[[ Dataset records, beginning ]]

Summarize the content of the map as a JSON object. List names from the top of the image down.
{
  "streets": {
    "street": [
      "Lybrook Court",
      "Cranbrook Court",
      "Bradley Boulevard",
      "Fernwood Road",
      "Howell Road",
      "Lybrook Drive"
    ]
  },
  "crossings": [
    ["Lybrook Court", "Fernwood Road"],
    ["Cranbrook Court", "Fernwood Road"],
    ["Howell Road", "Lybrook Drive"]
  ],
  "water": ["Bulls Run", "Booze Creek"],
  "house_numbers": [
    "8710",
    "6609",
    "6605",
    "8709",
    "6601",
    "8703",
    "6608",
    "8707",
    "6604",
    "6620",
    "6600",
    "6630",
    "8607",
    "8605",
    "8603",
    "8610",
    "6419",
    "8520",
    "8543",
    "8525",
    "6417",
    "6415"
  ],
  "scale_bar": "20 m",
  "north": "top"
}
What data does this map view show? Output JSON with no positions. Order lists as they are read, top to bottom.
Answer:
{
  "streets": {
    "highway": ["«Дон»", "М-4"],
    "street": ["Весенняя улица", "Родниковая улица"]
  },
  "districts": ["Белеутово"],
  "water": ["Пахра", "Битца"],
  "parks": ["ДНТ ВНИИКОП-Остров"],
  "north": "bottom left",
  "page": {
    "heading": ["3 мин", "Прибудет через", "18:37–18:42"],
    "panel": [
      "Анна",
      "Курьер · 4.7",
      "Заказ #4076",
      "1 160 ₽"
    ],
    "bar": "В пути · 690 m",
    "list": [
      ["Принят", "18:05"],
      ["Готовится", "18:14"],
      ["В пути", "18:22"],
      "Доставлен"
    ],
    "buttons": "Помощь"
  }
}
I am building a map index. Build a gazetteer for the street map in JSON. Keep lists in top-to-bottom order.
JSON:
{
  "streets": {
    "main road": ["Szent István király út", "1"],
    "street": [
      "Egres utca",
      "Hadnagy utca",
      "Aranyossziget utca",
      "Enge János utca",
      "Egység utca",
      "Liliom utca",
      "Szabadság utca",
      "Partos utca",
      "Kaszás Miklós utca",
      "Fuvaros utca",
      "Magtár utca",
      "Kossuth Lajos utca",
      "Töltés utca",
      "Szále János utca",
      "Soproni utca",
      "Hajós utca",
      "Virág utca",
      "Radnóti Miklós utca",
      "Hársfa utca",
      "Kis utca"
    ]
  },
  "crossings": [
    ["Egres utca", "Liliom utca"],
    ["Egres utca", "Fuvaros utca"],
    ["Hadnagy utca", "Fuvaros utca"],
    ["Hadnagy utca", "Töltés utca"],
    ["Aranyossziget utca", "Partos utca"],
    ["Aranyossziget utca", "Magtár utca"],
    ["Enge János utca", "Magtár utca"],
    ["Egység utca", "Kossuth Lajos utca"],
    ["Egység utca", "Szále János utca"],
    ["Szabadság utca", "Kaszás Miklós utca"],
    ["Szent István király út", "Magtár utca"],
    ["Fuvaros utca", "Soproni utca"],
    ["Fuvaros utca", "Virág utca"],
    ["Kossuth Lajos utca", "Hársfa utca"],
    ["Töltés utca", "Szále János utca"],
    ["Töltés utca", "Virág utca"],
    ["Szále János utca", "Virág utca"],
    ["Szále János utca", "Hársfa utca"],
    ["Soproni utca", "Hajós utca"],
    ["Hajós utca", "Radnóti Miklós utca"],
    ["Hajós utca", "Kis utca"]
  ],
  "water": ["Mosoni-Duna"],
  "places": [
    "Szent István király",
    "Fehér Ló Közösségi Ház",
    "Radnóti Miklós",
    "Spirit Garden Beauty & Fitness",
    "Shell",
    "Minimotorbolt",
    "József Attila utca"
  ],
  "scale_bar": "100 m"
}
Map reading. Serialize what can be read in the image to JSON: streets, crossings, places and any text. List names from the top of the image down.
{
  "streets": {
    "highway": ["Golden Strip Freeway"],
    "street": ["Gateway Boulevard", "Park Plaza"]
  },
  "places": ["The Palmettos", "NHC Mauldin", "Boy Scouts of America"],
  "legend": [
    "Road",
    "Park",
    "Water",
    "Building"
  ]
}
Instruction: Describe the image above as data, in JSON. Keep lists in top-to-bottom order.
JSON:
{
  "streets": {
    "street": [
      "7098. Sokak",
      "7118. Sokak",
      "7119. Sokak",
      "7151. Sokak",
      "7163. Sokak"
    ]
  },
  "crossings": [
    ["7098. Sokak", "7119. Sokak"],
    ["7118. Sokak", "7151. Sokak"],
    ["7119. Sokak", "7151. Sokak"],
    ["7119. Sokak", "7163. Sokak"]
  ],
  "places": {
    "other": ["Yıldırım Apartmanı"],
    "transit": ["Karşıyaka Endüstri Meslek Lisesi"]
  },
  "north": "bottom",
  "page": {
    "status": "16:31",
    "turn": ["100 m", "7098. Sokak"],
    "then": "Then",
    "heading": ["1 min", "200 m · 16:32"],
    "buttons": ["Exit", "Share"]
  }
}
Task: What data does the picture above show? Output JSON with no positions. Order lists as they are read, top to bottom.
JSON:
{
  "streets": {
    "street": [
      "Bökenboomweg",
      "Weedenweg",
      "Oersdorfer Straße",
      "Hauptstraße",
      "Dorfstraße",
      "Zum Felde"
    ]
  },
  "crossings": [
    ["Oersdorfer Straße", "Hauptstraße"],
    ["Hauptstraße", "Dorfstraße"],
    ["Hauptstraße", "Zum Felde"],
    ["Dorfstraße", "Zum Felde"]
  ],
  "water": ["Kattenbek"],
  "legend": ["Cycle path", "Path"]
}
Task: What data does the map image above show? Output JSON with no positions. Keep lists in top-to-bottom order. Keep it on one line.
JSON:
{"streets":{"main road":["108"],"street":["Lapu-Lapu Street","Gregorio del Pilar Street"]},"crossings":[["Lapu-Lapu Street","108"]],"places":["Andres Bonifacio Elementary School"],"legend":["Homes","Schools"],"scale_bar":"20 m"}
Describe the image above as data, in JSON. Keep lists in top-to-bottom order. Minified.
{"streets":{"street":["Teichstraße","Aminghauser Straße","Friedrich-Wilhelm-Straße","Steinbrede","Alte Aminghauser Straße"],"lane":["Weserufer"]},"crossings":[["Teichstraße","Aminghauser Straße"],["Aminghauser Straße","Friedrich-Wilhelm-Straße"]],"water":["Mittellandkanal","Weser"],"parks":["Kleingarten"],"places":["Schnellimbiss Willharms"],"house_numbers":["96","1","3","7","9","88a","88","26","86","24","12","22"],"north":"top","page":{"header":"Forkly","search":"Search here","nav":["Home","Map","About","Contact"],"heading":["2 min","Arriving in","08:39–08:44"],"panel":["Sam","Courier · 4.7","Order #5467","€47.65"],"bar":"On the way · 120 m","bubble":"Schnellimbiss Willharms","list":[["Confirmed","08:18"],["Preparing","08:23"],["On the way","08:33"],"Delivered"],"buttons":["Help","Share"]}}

[[ Dataset records, end ]]

* [Work required]: Without any alteration, retype all of the material above.

* [Result of the exercise]:
Summarize the content of the map as a JSON object. List names from the top of the image down.
{
  "streets": {
    "street": [
      "Lybrook Court",
      "Cranbrook Court",
      "Bradley Boulevard",
      "Fernwood Road",
      "Howell Road",
      "Lybrook Drive"
    ]
  },
  "crossings": [
    ["Lybrook Court", "Fernwood Road"],
    ["Cranbrook Court", "Fernwood Road"],
    ["Howell Road", "Lybrook Drive"]
  ],
  "water": ["Bulls Run", "Booze Creek"],
  "house_numbers": [
    "8710",
    "6609",
    "6605",
    "8709",
    "6601",
    "8703",
    "6608",
    "8707",
    "6604",
    "6620",
    "6600",
    "6630",
    "8607",
    "8605",
    "8603",
    "8610",
    "6419",
    "8520",
    "8543",
    "8525",
    "6417",
    "6415"
  ],
  "scale_bar": "20 m",
  "north": "top"
}
What data does this map view show? Output JSON with no positions. Order lists as they are read, top to bottom.
Answer:
{
  "streets": {
    "highway": ["«Дон»", "М-4"],
    "street": ["Весенняя улица", "Родниковая улица"]
  },
  "districts": ["Белеутово"],
  "water": ["Пахра", "Битца"],
  "parks": ["ДНТ ВНИИКОП-Остров"],
  "north": "bottom left",
  "page": {
    "heading": ["3 мин", "Прибудет через", "18:37–18:42"],
    "panel": [
      "Анна",
      "Курьер · 4.7",
      "Заказ #4076",
      "1 160 ₽"
    ],
    "bar": "В пути · 690 m",
    "list": [
      ["Принят", "18:05"],
      ["Готовится", "18:14"],
      ["В пути", "18:22"],
      "Доставлен"
    ],
    "buttons": "Помощь"
  }
}
I am building a map index. Build a gazetteer for the street map in JSON. Keep lists in top-to-bottom order.
JSON:
{
  "streets": {
    "main road": ["Szent István király út", "1"],
    "street": [
      "Egres utca",
      "Hadnagy utca",
      "Aranyossziget utca",
      "Enge János utca",
      "Egység utca",
      "Liliom utca",
      "Szabadság utca",
      "Partos utca",
      "Kaszás Miklós utca",
      "Fuvaros utca",
      "Magtár utca",
      "Kossuth Lajos utca",
      "Töltés utca",
      "Szále János utca",
      "Soproni utca",
      "Hajós utca",
      "Virág utca",
      "Radnóti Miklós utca",
      "Hársfa utca",
      "Kis utca"
    ]
  },
  "crossings": [
    ["Egres utca", "Liliom utca"],
    ["Egres utca", "Fuvaros utca"],
    ["Hadnagy utca", "Fuvaros utca"],
    ["Hadnagy utca", "Töltés utca"],
    ["Aranyossziget utca", "Partos utca"],
    ["Aranyossziget utca", "Magtár utca"],
    ["Enge János utca", "Magtár utca"],
    ["Egység utca", "Kossuth Lajos utca"],
    ["Egység utca", "Szále János utca"],
    ["Szabadság utca", "Kaszás Miklós utca"],
    ["Szent István király út", "Magtár utca"],
    ["Fuvaros utca", "Soproni utca"],
    ["Fuvaros utca", "Virág utca"],
    ["Kossuth Lajos utca", "Hársfa utca"],
    ["Töltés utca", "Szále János utca"],
    ["Töltés utca", "Virág utca"],
    ["Szále János utca", "Virág utca"],
    ["Szále János utca", "Hársfa utca"],
    ["Soproni utca", "Hajós utca"],
    ["Hajós utca", "Radnóti Miklós utca"],
    ["Hajós utca", "Kis utca"]
  ],
  "water": ["Mosoni-Duna"],
  "places": [
    "Szent István király",
    "Fehér Ló Közösségi Ház",
    "Radnóti Miklós",
    "Spirit Garden Beauty & Fitness",
    "Shell",
    "Minimotorbolt",
    "József Attila utca"
  ],
  "scale_bar": "100 m"
}
Map reading. Serialize what can be read in the image to JSON: streets, crossings, places and any text. List names from the top of the image down.
{
  "streets": {
    "highway": ["Golden Strip Freeway"],
    "street": ["Gateway Boulevard", "Park Plaza"]
  },
  "places": ["The Palmettos", "NHC Mauldin", "Boy Scouts of America"],
  "legend": [
    "Road",
    "Park",
    "Water",
    "Building"
  ]
}
Instruction: Describe the image above as data, in JSON. Keep lists in top-to-bottom order.
JSON:
{
  "streets": {
    "street": [
      "7098. Sokak",
      "7118. Sokak",
      "7119. Sokak",
      "7151. Sokak",
      "7163. Sokak"
    ]
  },
  "crossings": [
    ["7098. Sokak", "7119. Sokak"],
    ["7118. Sokak", "7151. Sokak"],
    ["7119. Sokak", "7151. Sokak"],
    ["7119. Sokak", "7163. Sokak"]
  ],
  "places": {
    "other": ["Yıldırım Apartmanı"],
    "transit": ["Karşıyaka Endüstri Meslek Lisesi"]
  },
  "north": "bottom",
  "page": {
    "status": "16:31",
    "turn": ["100 m", "7098. Sokak"],
    "then": "Then",
    "heading": ["1 min", "200 m · 16:32"],
    "buttons": ["Exit", "Share"]
  }
}
Task: What data does the picture above show? Output JSON with no positions. Order lists as they are read, top to bottom.
JSON:
{
  "streets": {
    "street": [
      "Bökenboomweg",
      "Weedenweg",
      "Oersdorfer Straße",
      "Hauptstraße",
      "Dorfstraße",
      "Zum Felde"
    ]
  },
  "crossings": [
    ["Oersdorfer Straße", "Hauptstraße"],
    ["Hauptstraße", "Dorfstraße"],
    ["Hauptstraße", "Zum Felde"],
    ["Dorfstraße", "Zum Felde"]
  ],
  "water": ["Kattenbek"],
  "legend": ["Cycle path", "Path"]
}
Task: What data does the map image above show? Output JSON with no positions. Keep lists in top-to-bottom order. Keep it on one line.
JSON:
{"streets":{"main road":["108"],"street":["Lapu-Lapu Street","Gregorio del Pilar Street"]},"crossings":[["Lapu-Lapu Street","108"]],"places":["Andres Bonifacio Elementary School"],"legend":["Homes","Schools"],"scale_bar":"20 m"}
Describe the image above as data, in JSON. Keep lists in top-to-bottom order. Minified.
{"streets":{"street":["Teichstraße","Aminghauser Straße","Friedrich-Wilhelm-Straße","Steinbrede","Alte Aminghauser Straße"],"lane":["Weserufer"]},"crossings":[["Teichstraße","Aminghauser Straße"],["Aminghauser Straße","Friedrich-Wilhelm-Straße"]],"water":["Mittellandkanal","Weser"],"parks":["Kleingarten"],"places":["Schnellimbiss Willharms"],"house_numbers":["96","1","3","7","9","88a","88","26","86","24","12","22"],"north":"top","page":{"header":"Forkly","search":"Search here","nav":["Home","Map","About","Contact"],"heading":["2 min","Arriving in","08:39–08:44"],"panel":["Sam","Courier · 4.7","Order #5467","€47.65"],"bar":"On the way · 120 m","bubble":"Schnellimbiss Willharms","list":[["Confirmed","08:18"],["Preparing","08:23"],["On the way","08:33"],"Delivered"],"buttons":["Help","Share"]}}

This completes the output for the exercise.